■ **How to complete this task**
Make an exact copy of the entries, taking out every picture.

■ **The input**
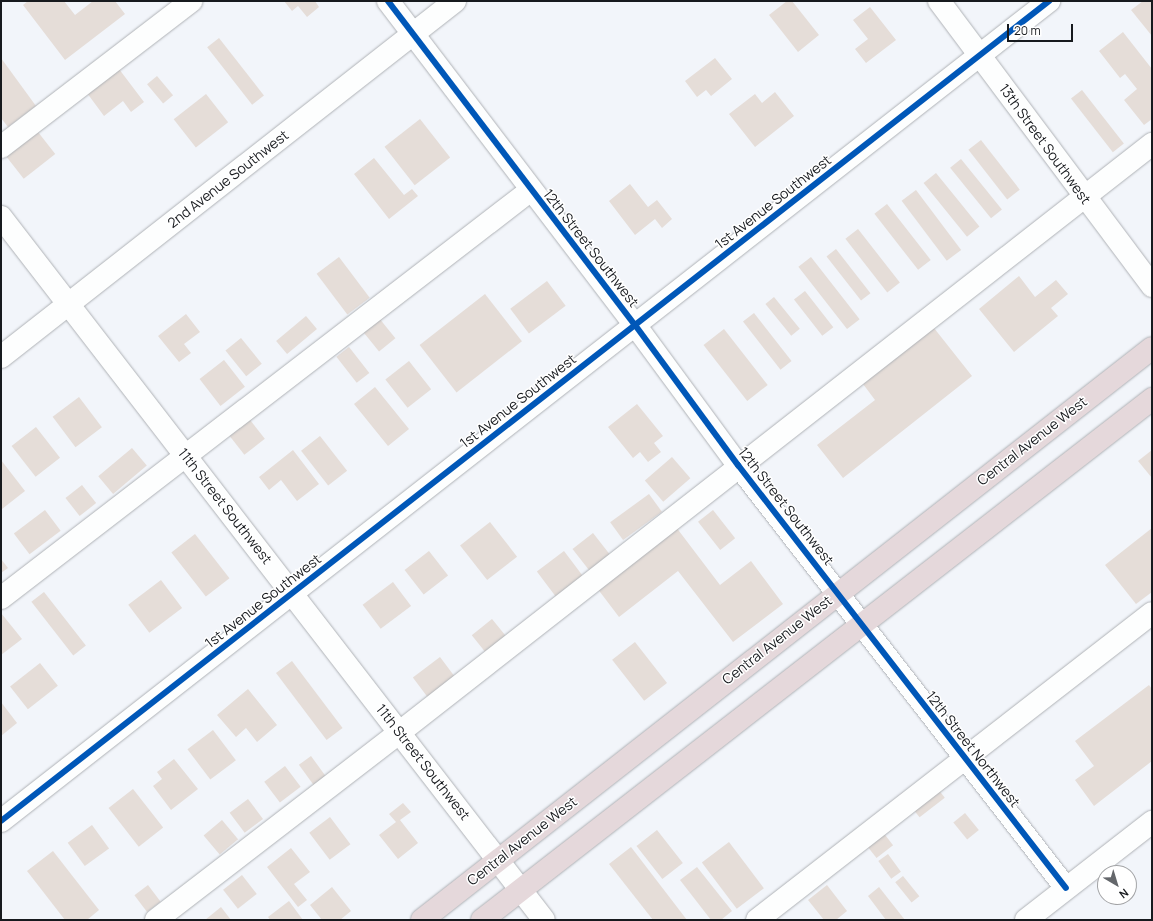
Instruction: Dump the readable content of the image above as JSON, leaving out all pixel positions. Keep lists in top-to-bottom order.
{
  "streets": {
    "highway": ["Central Avenue West"],
    "street": [
      "13th Street Southwest",
      "2nd Avenue Southwest",
      "1st Avenue Southwest",
      "12th Street Southwest",
      "11th Street Southwest",
      "12th Street Northwest"
    ]
  },
  "crossings": [
    ["13th Street Southwest", "1st Avenue Southwest"],
    ["2nd Avenue Southwest", "12th Street Southwest"],
    ["2nd Avenue Southwest", "11th Street Southwest"],
    ["1st Avenue Southwest", "12th Street Southwest"],
    ["1st Avenue Southwest", "11th Street Southwest"],
    ["12th Street Southwest", "Central Avenue West"],
    ["12th Street Southwest", "12th Street Northwest"],
    ["Central Avenue West", "11th Street Southwest"]
  ],
  "scale_bar": "20 m",
  "north": "bottom right"
}
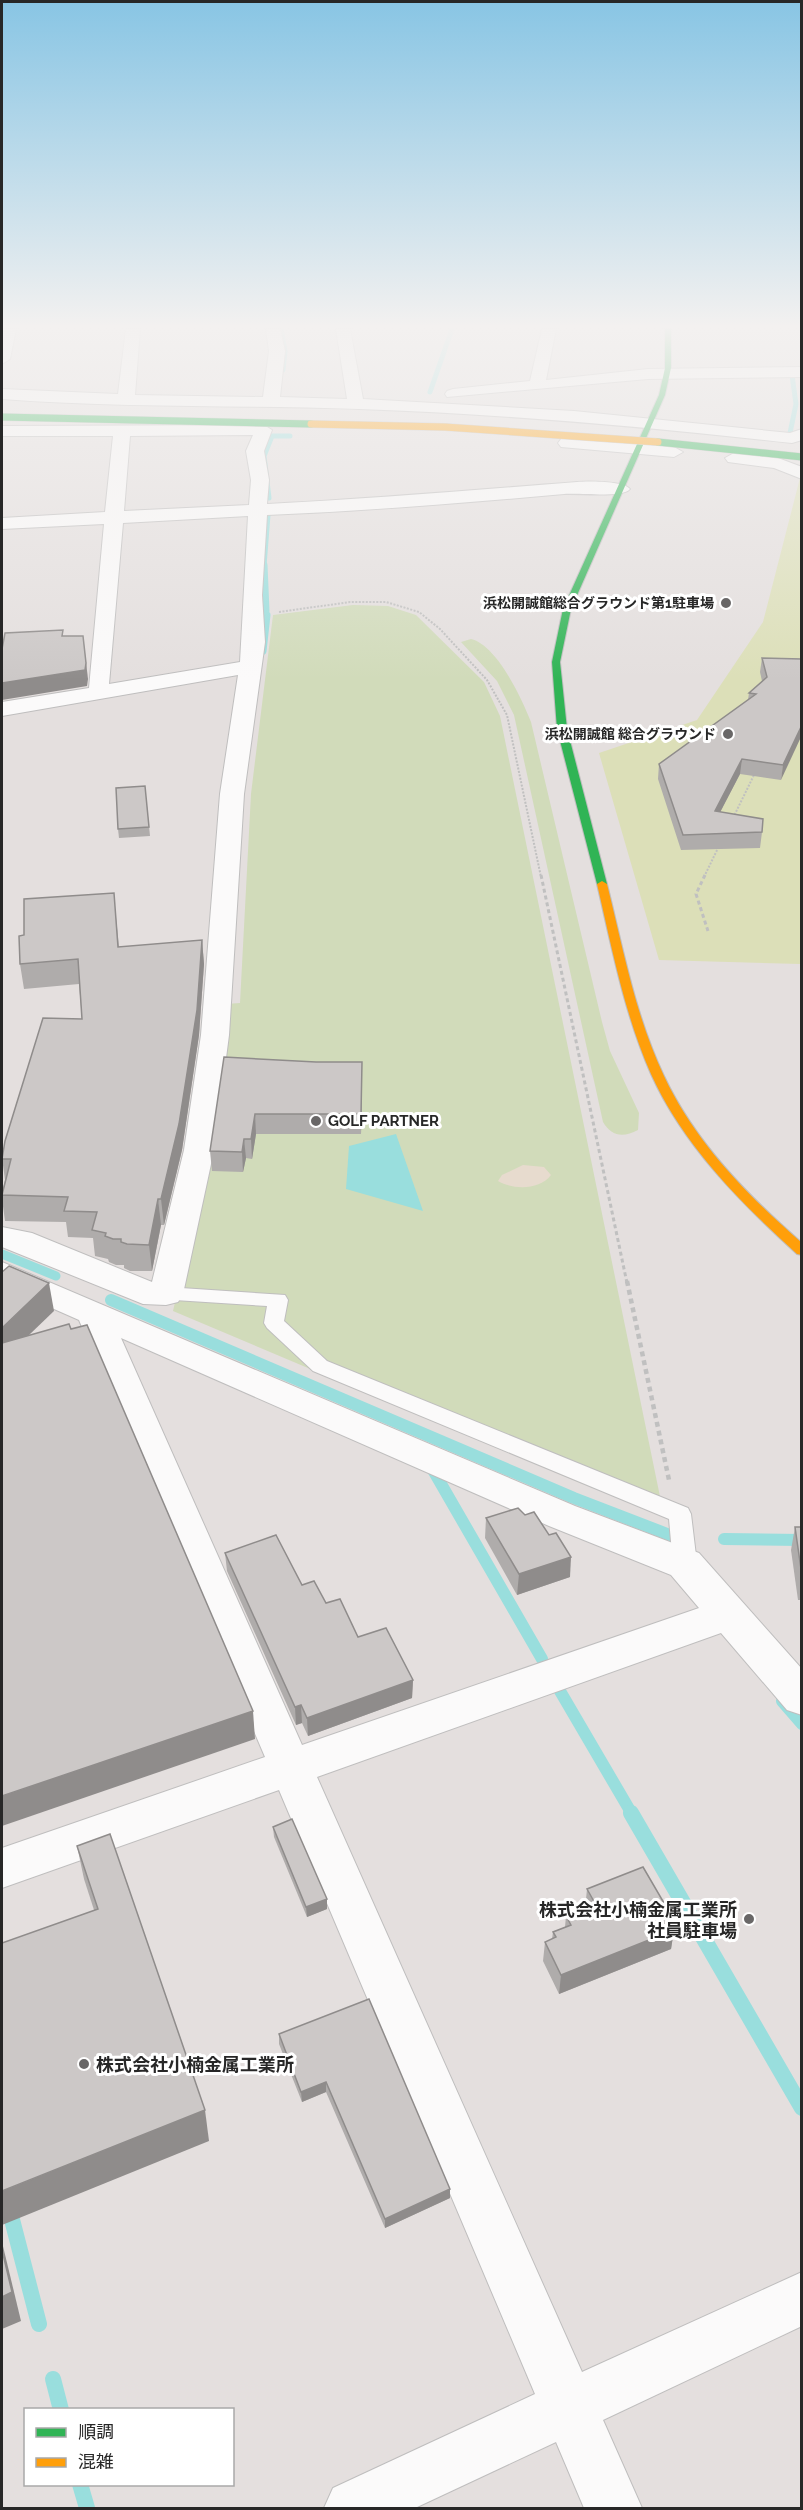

■ **Reply**
Instruction: Dump the readable content of the image above as JSON, leaving out all pixel positions. Keep lists in top-to-bottom order.
{
  "streets": {
    "highway": ["Central Avenue West"],
    "street": [
      "13th Street Southwest",
      "2nd Avenue Southwest",
      "1st Avenue Southwest",
      "12th Street Southwest",
      "11th Street Southwest",
      "12th Street Northwest"
    ]
  },
  "crossings": [
    ["13th Street Southwest", "1st Avenue Southwest"],
    ["2nd Avenue Southwest", "12th Street Southwest"],
    ["2nd Avenue Southwest", "11th Street Southwest"],
    ["1st Avenue Southwest", "12th Street Southwest"],
    ["1st Avenue Southwest", "11th Street Southwest"],
    ["12th Street Southwest", "Central Avenue West"],
    ["12th Street Southwest", "12th Street Northwest"],
    ["Central Avenue West", "11th Street Southwest"]
  ],
  "scale_bar": "20 m",
  "north": "bottom right"
}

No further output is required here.